I have a transgenic line of mice which express my protein of interest as well as a GFP reporter. I'm taking fixed frozen sections from these mice and trying to localize expression of the vector with fluorescent microscopy. However, I'm seeing what looks like GFP positive cells in the (negative control) wild-type mouse as well. I've repeated it with a couple mice so I'm confident it's not just a matter of grabbing the wrong mouse.

The cells appear to be relatively large and in the midbrain/brain stem areas. Has anyone experienced this before?

Unfortunately my GFP expression in the transgenic mice is seemingly low as well (and in similar areas to where I'm seeing it in the WT) so I'm not sure if I'm simply seeing normal "background" levels of fluorescence or something else. The vector is pIRES from Clontech.

Thanks

-Delta-

A few thoughts:

For the wild-type mice: Is the fluorescence present in any other channels? Neurons do have a tendency to autofluoresce in the green and red channels.

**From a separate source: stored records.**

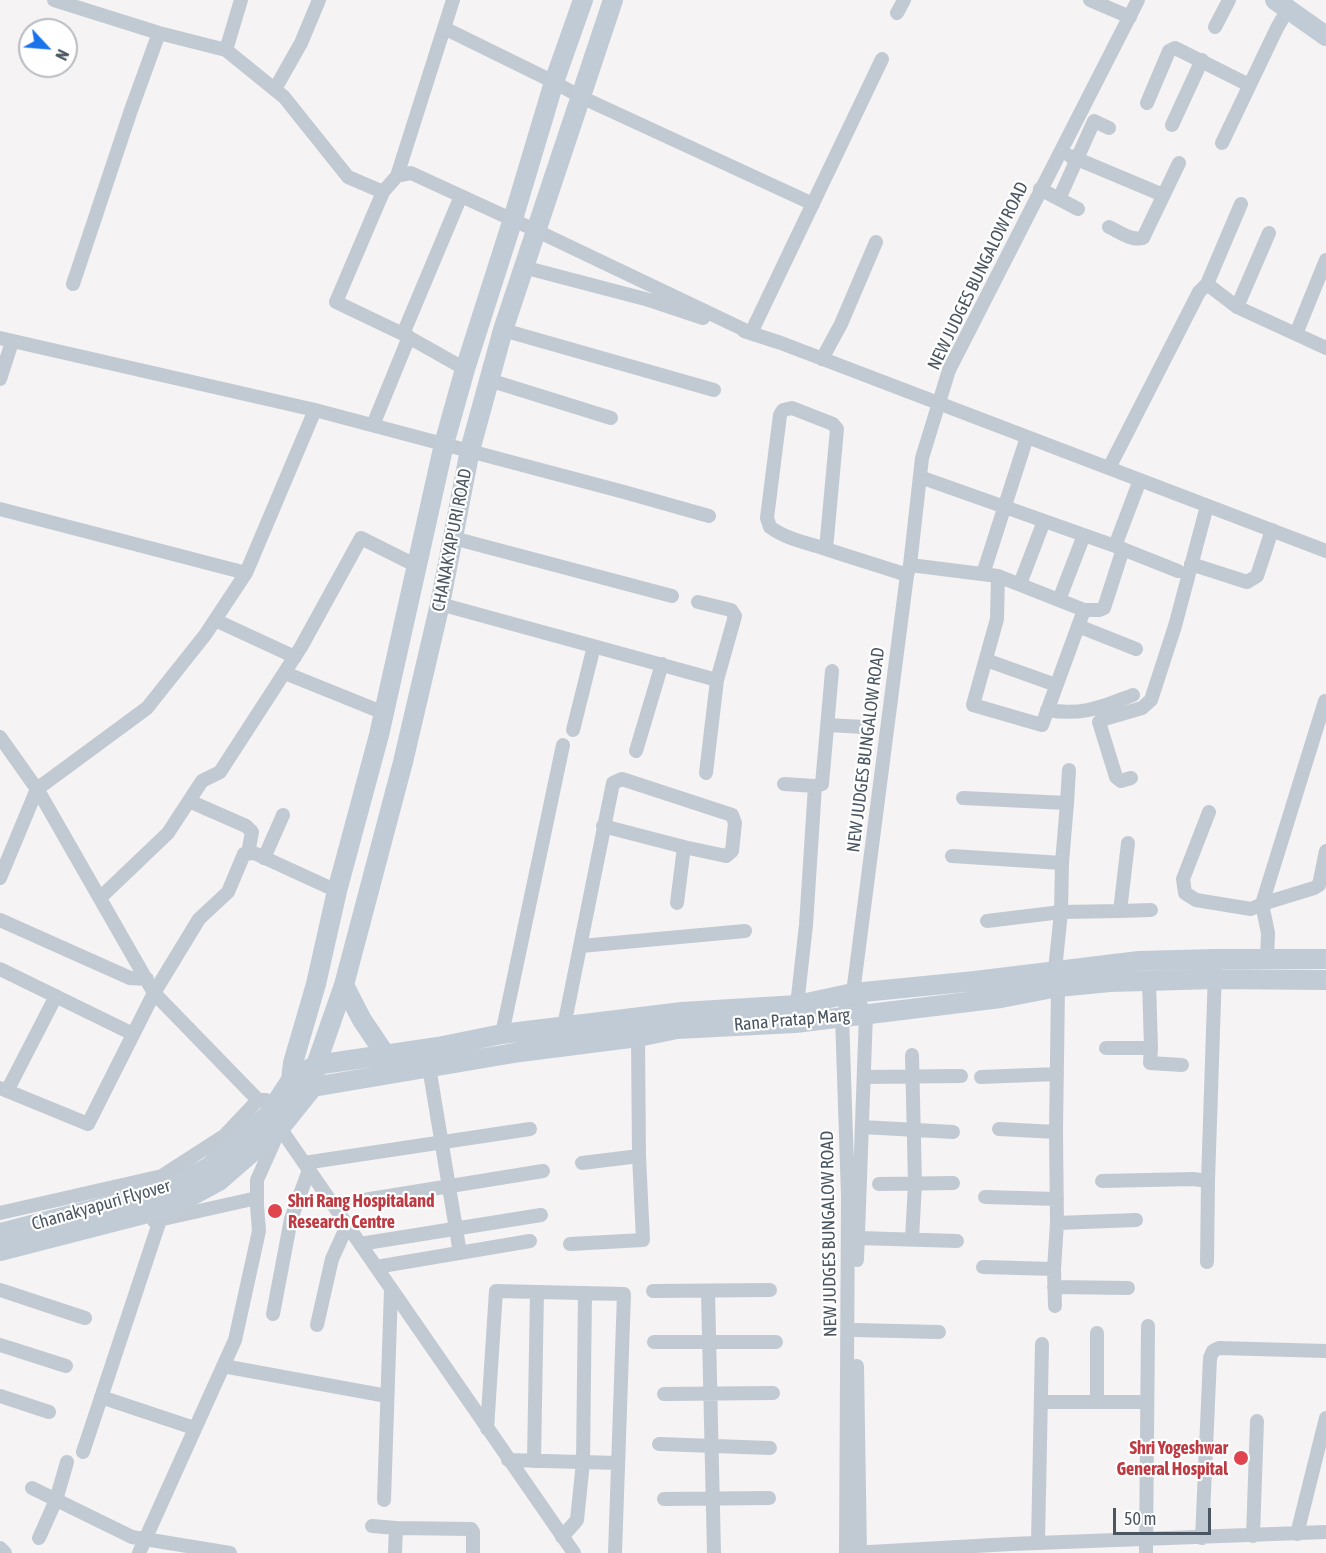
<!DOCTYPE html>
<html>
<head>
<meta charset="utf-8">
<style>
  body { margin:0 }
  #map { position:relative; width:1326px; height:1553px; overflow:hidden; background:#f5f3f3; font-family:"Asap Condensed",sans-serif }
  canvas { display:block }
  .north { position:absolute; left:18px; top:18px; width:60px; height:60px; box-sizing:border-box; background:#fff; border:2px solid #b7bbc0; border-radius:50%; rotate:116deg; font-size:16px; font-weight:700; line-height:24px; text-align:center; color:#4a5661 }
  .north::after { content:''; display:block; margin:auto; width:21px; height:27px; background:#1a73e8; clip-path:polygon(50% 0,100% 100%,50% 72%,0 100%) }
  .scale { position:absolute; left:1113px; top:1508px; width:98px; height:27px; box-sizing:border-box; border:3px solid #4a5661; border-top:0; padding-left:8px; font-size:18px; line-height:21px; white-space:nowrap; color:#4a5661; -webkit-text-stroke:4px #fff; paint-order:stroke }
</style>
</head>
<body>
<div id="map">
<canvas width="1326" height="1553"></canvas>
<div class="north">N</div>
<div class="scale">50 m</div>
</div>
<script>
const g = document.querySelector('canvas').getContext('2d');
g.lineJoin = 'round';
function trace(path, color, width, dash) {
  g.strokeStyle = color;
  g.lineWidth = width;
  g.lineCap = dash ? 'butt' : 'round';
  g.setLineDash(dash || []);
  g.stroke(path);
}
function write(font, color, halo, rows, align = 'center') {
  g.font = font + ' "Asap Condensed",sans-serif';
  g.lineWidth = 4.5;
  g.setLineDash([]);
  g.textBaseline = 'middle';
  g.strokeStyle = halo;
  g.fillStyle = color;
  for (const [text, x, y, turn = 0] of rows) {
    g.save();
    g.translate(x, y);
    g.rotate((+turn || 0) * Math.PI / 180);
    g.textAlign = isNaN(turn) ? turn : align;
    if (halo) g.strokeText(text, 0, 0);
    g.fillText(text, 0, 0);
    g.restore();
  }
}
trace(new Path2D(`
  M 54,0 L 159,33
  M 241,0 L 226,50 L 284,97 L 348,177 L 383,192 L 397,176 L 411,173 L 535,230 L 751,333 L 882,59
  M 1090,0 L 1130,17
  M 897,13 L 904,0
  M 1215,27 L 1229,0
  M 444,28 L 554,82 L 581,97 L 813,204
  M 275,89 L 301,43 L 319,0
  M 1147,103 L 1169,51 L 1175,48 L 1249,85
  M 1172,125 L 1202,60
  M 1222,143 L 1277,28 L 1288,9
  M 1070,156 L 1163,195
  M 397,176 L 453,0
  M 1040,189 L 1059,199 L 1094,121 L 1109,128
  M 383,192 L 336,302 L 403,334 L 465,369
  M 1059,199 L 1078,209
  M 1109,227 C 1120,232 1131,241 1143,238 L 1179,163
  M 523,267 L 649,300 L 703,318
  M 73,284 L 131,110 L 159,33 L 226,50
  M 1207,284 L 1241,204
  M 1237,307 L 1269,233
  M 503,330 L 714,390
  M 744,331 L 781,343 L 1326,551
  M 403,334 L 461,196
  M 1296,334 L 1326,260
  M 0,338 L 315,410 L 624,492 L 709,516
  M 822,359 L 841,324 L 876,242
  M 0,379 L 12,342
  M 489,380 L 611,418
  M 373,425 L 409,337
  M 1109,468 L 1199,292 L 1207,284 L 1237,307 L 1326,348
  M 920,477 L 1115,546 L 1178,571
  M 0,509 L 246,573 L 315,410
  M 453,538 L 672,596
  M 1115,546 L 1140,480
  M 826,549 L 837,429 L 833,424 L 792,408 L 783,410 L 780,415 L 767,518 L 770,527 C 786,539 807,543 826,549 C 853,558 880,566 907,575
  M 1191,564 L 1247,582 L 1257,576 L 1272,530
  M 910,565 L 998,576 L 1084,610 L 1042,725 L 973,705 L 997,619 L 998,576
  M 983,574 L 1027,437
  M 1020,584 L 1044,521
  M 1059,600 L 1084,535
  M 698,602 L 731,610 L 735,616 L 717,680 L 706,773
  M 440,604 L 717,680
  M 1084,610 L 1099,610 L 1104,608 L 1123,549
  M 215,620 L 295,657
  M 1078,626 L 1136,649
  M 986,660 L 1056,685
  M 285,673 L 384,713
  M 1047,710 C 1083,716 1101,707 1133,695
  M 828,725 L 863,727
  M 573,730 L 594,646
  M 0,737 L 39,792 L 154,993 L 258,1100
  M 636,751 L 662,664
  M 1131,778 L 1121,781 L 1116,777 L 1099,722 L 1101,720 L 1142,708 L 1151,700 L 1175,626 L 1207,506
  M 784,784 L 815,786
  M 963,798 L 1067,803 L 1062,863 L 1061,912 L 1120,911 L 1128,843
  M 189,801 L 246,826 L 252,832 L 248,853
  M 1067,803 L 1069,770
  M 1209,812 L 1183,879 L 1185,893 L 1196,900 L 1251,909 L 1262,904 L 1314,888 L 1319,885 L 1326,851
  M 603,826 L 684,847
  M 952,856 L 1062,863
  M 264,858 L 283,815
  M 0,878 L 37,789 L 147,708 L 205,635 L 246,573
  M 101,897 L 168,833 L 202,781 L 220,772 L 301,647 L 361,538 L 417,566
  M 1120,911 L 1151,910
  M 0,920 L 130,978 L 147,979
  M 987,921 L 1061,912 L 1055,970
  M 581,946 L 745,931
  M 1267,960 L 1268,933 L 1262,904 L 1325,701
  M 0,969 L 133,1034
  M 853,993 L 866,1014 L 857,1260
  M 797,1005 L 806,925 L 815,786 L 822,784 L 832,671
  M 564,1026 L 613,783 L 622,779 L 732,815 L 735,823 L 732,851 L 726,856 L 684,847 L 677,903
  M 502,1034 L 563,745
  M 1106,1048 L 1151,1048 L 1149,981
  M 1151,1048 L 1150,1063 L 1182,1065
  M 429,1067 L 460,1253
  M 864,1077 L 961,1076
  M 981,1077 L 1057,1074
  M 0,1088 L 88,1124 L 154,993 L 199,919 L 228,892 L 244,854 L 254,853 L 337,891
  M 7,1091 L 56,996
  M 862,1127 L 953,1132
  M 280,1128 L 574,1553
  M 999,1129 L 1056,1132
  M 304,1163 L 530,1129
  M 582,1163 L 639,1156
  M 1102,1181 L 1193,1179 L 1208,1181
  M 879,1184 L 953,1183
  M 985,1197 L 1057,1199
  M 333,1205 L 543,1171
  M 0,1213 L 162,1176 L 224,1136 L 258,1100 L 266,1100
  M 154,1221 L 257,1198
  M 1057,1223 L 1136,1220
  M 858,1238 L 957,1241
  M 912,1239 L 915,1184 L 912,1055
  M 360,1244 L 541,1215
  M 570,1244 L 643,1240 L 639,1156 L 638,1037
  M 1207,1262 L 1208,1181 L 1215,971
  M 376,1267 L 530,1241
  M 983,1267 L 1054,1269
  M 1054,1287 L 1128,1288
  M 0,1290 L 85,1318
  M 653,1291 L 770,1290
  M 708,1291 L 714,1553
  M 1055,1306 L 1054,1269 L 1057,1223 L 1056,1132 L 1058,987
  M 273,1314 L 291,1219 L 309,1170
  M 317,1325 L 332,1259 L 347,1226
  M 856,1330 L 939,1332
  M 654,1342 L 776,1342
  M 0,1345 L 66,1366
  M 223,1366 L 387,1396
  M 857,1366 L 860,1553
  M 664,1394 L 773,1393
  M 0,1396 L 49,1412
  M 101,1397 L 194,1428
  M 1041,1402 L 1147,1402
  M 1097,1402 L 1097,1333
  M 487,1429 L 496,1291 L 624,1294 L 615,1553
  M 659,1444 L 770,1448
  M 83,1452 L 160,1220
  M 508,1460 L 618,1463
  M 534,1461 L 537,1292
  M 32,1488 L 132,1537 L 230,1553
  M 664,1499 L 769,1498
  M 384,1500 L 391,1290
  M 372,1526 L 396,1528 L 471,1529 L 473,1532 L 473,1553
  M 1297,1534 L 1326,1418
  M 1253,1536 L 1257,1421
  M 562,1537 L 577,1520 L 583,1462 L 585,1293
  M 39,1538 L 56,1500 L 67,1462
  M 1202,1538 L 1210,1358 L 1213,1351 L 1219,1348 L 1326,1351
  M 1038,1543 L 1042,1344
  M 0,1548 L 5,1553
  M 139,1553 L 235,1340 L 259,1231 L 257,1206 L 257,1180 L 278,1133
  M 395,1553 L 396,1528
  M 846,1553 L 848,1196 L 842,1016 L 853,993 L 907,575 L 910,565 L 922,458 L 949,370 L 1138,0
  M 852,1553 L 1011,1544 L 1326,1532
  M 1146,1553 L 1148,1326`), '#c1cad2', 14);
trace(new Path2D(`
  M 1275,0 L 1326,36
  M 344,985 L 362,1020 L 385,1054
  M 315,1074 L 316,1065 L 344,985 L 403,762 L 440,604 L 470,450 L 503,330 L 613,0
  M 295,1089 L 291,1080 L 293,1063 L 316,984 L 337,891 L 379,735 L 444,444 L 465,369 L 513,219 L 554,82 L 583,0
  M 0,1233 L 165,1191 L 209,1167 L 268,1115 L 291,1080 L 316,1065 L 438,1047 L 502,1034 L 682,1012 L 797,1005 L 853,993 L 975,981 L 1139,961 L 1215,959 L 1326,959
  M 0,1251 L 171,1207 L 219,1181 L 280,1128 L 313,1087 L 520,1052 L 638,1037 L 677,1029 L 795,1023 L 1001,998 L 1058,987 L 1110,982 L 1215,979 L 1326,980`), '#c1cbd6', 20);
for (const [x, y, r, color] of [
  [275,1211,8,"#e0444e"],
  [1241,1458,8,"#e0444e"]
]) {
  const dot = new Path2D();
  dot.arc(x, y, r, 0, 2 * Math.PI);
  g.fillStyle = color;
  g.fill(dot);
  trace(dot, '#fff', 2);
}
write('18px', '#4a5661', '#fff', [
  ["NEW JUDGES BUNGALOW ROAD",978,276,-64],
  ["CHANAKYAPURI ROAD",452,540,-79],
  ["NEW JUDGES BUNGALOW ROAD",866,750,-83],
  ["Rana Pratap Marg",792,1020,-5],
  ["Chanakyapuri Flyover",101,1205,-16],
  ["NEW JUDGES BUNGALOW ROAD",829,1234,-91]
]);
write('bold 18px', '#be3a42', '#fff', [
  ["Shri Rang Hospitaland",288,1201],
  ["Research Centre",288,1222],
  ["Shri Yogeshwar",1228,1448,"right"],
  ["General Hospital",1228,1469,"right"]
], 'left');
</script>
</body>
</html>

For the transgenic mice: Fixation can sometimes quench/mask native GFP fluorescence in my experience, although not usually in frozen sections. Do you have a GFP antibody you can use for IHC to double check the expression?

-gfischer-

Hi gfischer,

I haven't tried looking for signal on any the channels in the WT mice. I will give that a try.

I just recently learned that apparently PFA can denature GFP and shift it's emission spectrum -- similar to what you are suggesting. The mice are perfused with PFA and brains post fixed before freezing so I suppose that could be an explanation?

Regardless, your idea to use an anti-GFP antibody is exactly what I have been trying to avoid (because no, I don't have one and would rather not spend money on it) but it seems like the only course of action at this point.

Thank you for your thoughts on the matter.